Darrell Vickers – FtN – Chapter Thirteen
Gedornk!
The night was warm and still and the sky was a Christmas tree of lights. Polo and Artie were leaning against the limo and indulging in that age-old nighttime-under-the-stars activity, contemplating existence. It’s not hard to feel small or lost or reflective when gazing up into the randomness and infinity of space and time. I did it in college, once. I lay in the grass, stoned on peyote, but the stars all kind of mushed together into a big drippy, lightie blob. It wasn’t nearly as attractive or profound as I had hoped. And then some asshole ran over my chest with his bike. Fuck, that hurt.
Artie took a puff off his cigar and sighed. “Sure is a pretty night.”
“It certainly is. ‘Silently, one by one, in the infinite meadows of heaven, blossomed the lovely stars, the forget-me-nots of the angels’.” Polo puffed on his own cigar and also sighed.

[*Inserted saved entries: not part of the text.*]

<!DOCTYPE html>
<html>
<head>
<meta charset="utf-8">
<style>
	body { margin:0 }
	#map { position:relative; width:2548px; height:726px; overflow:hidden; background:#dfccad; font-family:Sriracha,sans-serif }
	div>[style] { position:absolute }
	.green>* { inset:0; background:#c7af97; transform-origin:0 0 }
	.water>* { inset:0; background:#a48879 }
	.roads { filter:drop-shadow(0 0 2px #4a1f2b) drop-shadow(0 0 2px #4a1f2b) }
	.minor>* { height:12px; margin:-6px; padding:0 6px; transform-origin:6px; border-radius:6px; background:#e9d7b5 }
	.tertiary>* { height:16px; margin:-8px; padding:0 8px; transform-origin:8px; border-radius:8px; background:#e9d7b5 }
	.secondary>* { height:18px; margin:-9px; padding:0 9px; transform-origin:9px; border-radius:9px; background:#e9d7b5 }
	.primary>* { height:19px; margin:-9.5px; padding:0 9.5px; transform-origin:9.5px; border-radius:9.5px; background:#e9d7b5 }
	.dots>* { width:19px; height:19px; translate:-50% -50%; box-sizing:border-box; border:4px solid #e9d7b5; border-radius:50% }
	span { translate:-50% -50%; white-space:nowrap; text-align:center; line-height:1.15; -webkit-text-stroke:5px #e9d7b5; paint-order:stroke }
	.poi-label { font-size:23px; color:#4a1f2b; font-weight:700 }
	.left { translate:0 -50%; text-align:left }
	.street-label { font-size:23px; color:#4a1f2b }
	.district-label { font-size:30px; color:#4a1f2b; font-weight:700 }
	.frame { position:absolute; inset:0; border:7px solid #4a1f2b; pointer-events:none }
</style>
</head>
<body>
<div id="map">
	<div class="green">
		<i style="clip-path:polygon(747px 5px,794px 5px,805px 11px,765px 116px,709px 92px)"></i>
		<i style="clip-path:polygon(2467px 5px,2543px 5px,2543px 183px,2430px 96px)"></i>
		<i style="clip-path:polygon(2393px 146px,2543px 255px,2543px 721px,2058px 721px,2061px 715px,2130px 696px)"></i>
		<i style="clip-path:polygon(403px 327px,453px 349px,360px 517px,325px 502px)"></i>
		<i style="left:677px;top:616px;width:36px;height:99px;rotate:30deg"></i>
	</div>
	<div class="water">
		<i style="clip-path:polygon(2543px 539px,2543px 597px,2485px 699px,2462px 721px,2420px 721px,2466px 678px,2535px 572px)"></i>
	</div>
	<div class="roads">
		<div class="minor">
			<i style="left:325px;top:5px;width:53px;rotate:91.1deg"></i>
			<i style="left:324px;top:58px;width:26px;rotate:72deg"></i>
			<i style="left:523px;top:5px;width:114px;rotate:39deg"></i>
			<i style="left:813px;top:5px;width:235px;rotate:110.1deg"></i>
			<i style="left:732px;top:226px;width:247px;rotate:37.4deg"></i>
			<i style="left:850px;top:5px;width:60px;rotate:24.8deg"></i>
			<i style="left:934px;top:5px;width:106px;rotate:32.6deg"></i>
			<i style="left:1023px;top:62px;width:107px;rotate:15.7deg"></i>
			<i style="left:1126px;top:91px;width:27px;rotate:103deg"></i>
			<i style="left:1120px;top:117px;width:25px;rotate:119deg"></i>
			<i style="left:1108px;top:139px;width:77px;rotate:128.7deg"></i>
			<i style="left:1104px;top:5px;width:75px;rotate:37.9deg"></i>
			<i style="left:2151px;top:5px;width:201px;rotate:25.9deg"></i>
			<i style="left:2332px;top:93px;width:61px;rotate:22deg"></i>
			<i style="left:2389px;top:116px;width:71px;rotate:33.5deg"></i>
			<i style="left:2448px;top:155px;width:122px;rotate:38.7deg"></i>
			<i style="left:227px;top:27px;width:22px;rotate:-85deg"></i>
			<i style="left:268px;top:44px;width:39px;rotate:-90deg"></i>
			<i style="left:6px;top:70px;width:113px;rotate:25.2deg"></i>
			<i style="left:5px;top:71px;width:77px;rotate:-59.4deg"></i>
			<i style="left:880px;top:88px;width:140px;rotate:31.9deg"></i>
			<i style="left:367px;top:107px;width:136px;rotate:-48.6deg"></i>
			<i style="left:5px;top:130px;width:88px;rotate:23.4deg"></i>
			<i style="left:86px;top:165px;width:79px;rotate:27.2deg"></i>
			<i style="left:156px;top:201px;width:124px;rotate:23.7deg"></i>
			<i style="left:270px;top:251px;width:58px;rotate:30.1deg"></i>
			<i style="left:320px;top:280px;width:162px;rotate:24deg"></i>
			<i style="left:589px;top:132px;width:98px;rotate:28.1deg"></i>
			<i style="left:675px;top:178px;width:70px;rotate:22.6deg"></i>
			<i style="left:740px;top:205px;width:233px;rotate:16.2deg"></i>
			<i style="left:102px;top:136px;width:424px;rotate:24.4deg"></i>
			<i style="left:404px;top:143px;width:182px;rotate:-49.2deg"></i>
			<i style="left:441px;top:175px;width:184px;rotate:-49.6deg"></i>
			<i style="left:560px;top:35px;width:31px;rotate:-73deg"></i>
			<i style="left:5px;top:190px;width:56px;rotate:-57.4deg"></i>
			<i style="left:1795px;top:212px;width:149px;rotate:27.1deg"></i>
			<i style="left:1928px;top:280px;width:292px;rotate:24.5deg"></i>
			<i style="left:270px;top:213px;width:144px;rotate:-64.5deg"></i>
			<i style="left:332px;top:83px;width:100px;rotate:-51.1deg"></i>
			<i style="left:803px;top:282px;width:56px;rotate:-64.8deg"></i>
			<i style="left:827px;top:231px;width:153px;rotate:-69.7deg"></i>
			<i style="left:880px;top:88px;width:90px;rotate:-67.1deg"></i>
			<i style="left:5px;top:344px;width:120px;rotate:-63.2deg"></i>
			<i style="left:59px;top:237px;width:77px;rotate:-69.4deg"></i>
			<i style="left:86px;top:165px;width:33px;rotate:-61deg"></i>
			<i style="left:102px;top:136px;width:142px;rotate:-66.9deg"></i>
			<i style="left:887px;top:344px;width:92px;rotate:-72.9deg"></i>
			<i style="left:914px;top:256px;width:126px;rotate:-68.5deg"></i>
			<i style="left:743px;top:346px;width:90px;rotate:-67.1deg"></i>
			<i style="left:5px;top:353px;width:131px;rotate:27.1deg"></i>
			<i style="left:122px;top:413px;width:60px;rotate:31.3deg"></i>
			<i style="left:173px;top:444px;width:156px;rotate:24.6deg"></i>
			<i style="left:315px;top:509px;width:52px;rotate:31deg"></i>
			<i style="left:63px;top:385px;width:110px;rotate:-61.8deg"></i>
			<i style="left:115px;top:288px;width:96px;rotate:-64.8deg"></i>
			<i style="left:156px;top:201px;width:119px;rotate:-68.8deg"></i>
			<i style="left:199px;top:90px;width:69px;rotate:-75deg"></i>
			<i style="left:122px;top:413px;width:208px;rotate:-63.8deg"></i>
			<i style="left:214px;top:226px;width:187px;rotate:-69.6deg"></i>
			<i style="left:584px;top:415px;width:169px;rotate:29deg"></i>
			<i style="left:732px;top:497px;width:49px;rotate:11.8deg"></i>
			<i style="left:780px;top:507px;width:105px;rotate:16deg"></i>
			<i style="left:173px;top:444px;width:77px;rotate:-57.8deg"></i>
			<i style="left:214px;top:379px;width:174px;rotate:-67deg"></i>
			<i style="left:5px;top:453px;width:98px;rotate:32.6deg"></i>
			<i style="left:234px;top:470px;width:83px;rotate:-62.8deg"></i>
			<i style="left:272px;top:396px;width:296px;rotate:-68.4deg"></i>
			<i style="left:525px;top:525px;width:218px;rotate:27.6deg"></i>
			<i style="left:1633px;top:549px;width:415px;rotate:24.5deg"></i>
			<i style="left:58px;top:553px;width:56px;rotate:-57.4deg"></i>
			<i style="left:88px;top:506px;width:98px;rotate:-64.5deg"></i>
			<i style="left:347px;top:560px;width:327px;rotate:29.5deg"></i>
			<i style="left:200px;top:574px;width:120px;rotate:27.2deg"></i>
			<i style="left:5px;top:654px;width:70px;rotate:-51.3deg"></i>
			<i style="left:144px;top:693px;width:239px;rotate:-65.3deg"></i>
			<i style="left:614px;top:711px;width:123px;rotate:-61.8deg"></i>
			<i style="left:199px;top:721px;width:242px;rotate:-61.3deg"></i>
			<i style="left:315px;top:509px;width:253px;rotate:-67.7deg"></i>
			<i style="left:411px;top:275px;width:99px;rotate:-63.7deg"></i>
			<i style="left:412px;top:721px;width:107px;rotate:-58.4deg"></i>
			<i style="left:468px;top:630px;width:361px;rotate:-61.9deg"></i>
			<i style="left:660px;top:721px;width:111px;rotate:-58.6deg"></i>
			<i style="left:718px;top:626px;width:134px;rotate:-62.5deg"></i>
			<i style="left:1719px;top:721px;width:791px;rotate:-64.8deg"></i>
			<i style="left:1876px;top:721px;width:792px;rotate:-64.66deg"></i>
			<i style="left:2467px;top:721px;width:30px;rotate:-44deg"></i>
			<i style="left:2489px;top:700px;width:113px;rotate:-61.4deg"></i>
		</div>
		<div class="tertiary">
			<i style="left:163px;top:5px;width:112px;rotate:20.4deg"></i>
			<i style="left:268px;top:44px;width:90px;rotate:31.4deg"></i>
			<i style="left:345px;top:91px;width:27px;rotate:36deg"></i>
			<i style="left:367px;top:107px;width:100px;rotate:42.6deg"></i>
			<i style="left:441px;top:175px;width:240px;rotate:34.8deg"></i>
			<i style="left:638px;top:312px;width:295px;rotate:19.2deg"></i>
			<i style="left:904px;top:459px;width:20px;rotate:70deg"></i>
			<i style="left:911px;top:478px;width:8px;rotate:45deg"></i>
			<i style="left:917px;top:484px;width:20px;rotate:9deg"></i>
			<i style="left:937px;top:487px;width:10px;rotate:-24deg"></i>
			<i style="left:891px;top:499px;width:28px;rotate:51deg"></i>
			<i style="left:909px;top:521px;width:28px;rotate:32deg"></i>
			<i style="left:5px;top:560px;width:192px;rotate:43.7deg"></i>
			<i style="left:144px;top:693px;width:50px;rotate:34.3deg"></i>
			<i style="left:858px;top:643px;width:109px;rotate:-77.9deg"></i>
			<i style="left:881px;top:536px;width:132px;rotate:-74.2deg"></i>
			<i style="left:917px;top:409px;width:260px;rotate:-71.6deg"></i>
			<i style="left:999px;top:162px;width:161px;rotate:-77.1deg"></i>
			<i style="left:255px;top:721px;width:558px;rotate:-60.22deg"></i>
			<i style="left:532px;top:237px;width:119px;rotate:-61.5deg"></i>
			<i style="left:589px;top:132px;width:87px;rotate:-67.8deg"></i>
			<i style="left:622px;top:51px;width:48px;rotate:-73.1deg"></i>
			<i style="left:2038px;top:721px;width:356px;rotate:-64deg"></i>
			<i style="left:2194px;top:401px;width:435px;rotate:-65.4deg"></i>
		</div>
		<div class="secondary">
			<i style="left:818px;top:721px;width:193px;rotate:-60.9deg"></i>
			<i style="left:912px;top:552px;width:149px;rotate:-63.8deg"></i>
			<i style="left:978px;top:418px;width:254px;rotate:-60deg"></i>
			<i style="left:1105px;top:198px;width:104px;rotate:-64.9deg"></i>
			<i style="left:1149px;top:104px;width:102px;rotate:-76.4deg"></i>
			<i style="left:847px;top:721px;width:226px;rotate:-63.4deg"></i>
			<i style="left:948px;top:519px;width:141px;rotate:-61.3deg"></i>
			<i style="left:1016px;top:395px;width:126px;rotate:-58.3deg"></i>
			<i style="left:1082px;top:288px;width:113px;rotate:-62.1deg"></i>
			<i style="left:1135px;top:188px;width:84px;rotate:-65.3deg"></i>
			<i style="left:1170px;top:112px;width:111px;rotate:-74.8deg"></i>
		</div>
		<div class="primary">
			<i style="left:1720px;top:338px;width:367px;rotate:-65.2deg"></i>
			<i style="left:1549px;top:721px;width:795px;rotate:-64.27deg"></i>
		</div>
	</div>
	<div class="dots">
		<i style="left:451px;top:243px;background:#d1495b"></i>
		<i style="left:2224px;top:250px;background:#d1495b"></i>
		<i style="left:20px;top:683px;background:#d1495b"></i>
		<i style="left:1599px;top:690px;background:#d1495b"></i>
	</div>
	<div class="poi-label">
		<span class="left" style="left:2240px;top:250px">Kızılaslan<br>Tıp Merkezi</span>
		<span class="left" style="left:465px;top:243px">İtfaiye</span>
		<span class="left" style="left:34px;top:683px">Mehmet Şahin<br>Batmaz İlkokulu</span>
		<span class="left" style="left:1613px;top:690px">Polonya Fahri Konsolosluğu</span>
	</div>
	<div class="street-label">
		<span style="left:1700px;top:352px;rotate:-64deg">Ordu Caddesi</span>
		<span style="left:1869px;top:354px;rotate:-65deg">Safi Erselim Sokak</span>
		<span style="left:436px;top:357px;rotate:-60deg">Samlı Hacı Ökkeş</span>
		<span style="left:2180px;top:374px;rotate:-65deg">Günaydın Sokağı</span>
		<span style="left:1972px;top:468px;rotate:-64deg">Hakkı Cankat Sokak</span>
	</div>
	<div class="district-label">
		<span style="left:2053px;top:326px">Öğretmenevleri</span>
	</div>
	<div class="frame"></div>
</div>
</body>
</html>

The girls were sighing earlier. It was just one of those evenings where everybody was sighing all over the place. Except me. I pretty much stuck to gurgling and the odd snore.
Polo continued, “The kind of night that makes you glad to be alive.”
Artie dusted some lint from his uniform, or maybe it was cigar ash. “I didn’t always want to drive a limo for a living and whore out my wife, you know.”
“I didn’t always want to kill people who owed me money. Sometimes things just work out that way. I’d like to believe it’s all for a reason.”
Artie sighed again. “It’s just…I’ve been so sad lately.”
“That’s too bad, my man. Have you thought of talking to Zack about it?”
Before Polo could explore Artie’s ennui or malaise any further, I burst out of the house, tripped on a marble lion and fell into the hedge.
“Artie!” I screamed from the shrubbery. “Start the car. We’re going to Sloatsburg.”
So there we sat in the back of the limo drinking even more champagne. Izzy and Rebecca soooo wanted to be somewhere else; with someone else. Probably with each other. Luckily, I was far too Tattingered to notice.
Unlike my feminine companions, Polo was more than happy to take a little ride. And pour.
Although I had initially brought Polo into my employ to prevent him from slitting my throat in some lonely dark alley where no one could hear my blood-soaked piteous cries, I had to admit that things had worked out pretty well. He had become the best rent-a-friend a man could desire. Polo was always up for anything I wanted to do, whenever I wanted to do it and he was unswervingly loyal and supportive (If only I could’ve afforded him when I was a teenager.). Even my regrettable and erratic behavior of late had not changed his mood. Although Polo was potentially savage and even lethal when given the right provocation, he was also a man of deep, if not skewed, honor and integrity. When you borrowed money from him, he expected you to honor that contract…or fucking else. When he was the employee, he held himself up to the same high standard of conduct. Thus, this drunken ride to nowhere.
And the indisputable nowhere in question was Sloatsburg.
My dear hometown was originally called Pothat. I think I used to own one of those in high school. Apparently, Sloatsburg got its present moniker from a guy named Jocob Sloat in the 1700s. I think he’s dead now. He made a fortune doing something with cotton and apparently, that’s all you had to do back then to get a whole town named after you. I grew up in this sleepy little village (or should I call it a burg) of about 3,000 people. As towns go, it was better than growing up in Beirut. Lots of nice scenery to look at. Most of the population was all right. Except for my immediate relations, of course. But, as Steve Wright once posited, “You can’t have everything.”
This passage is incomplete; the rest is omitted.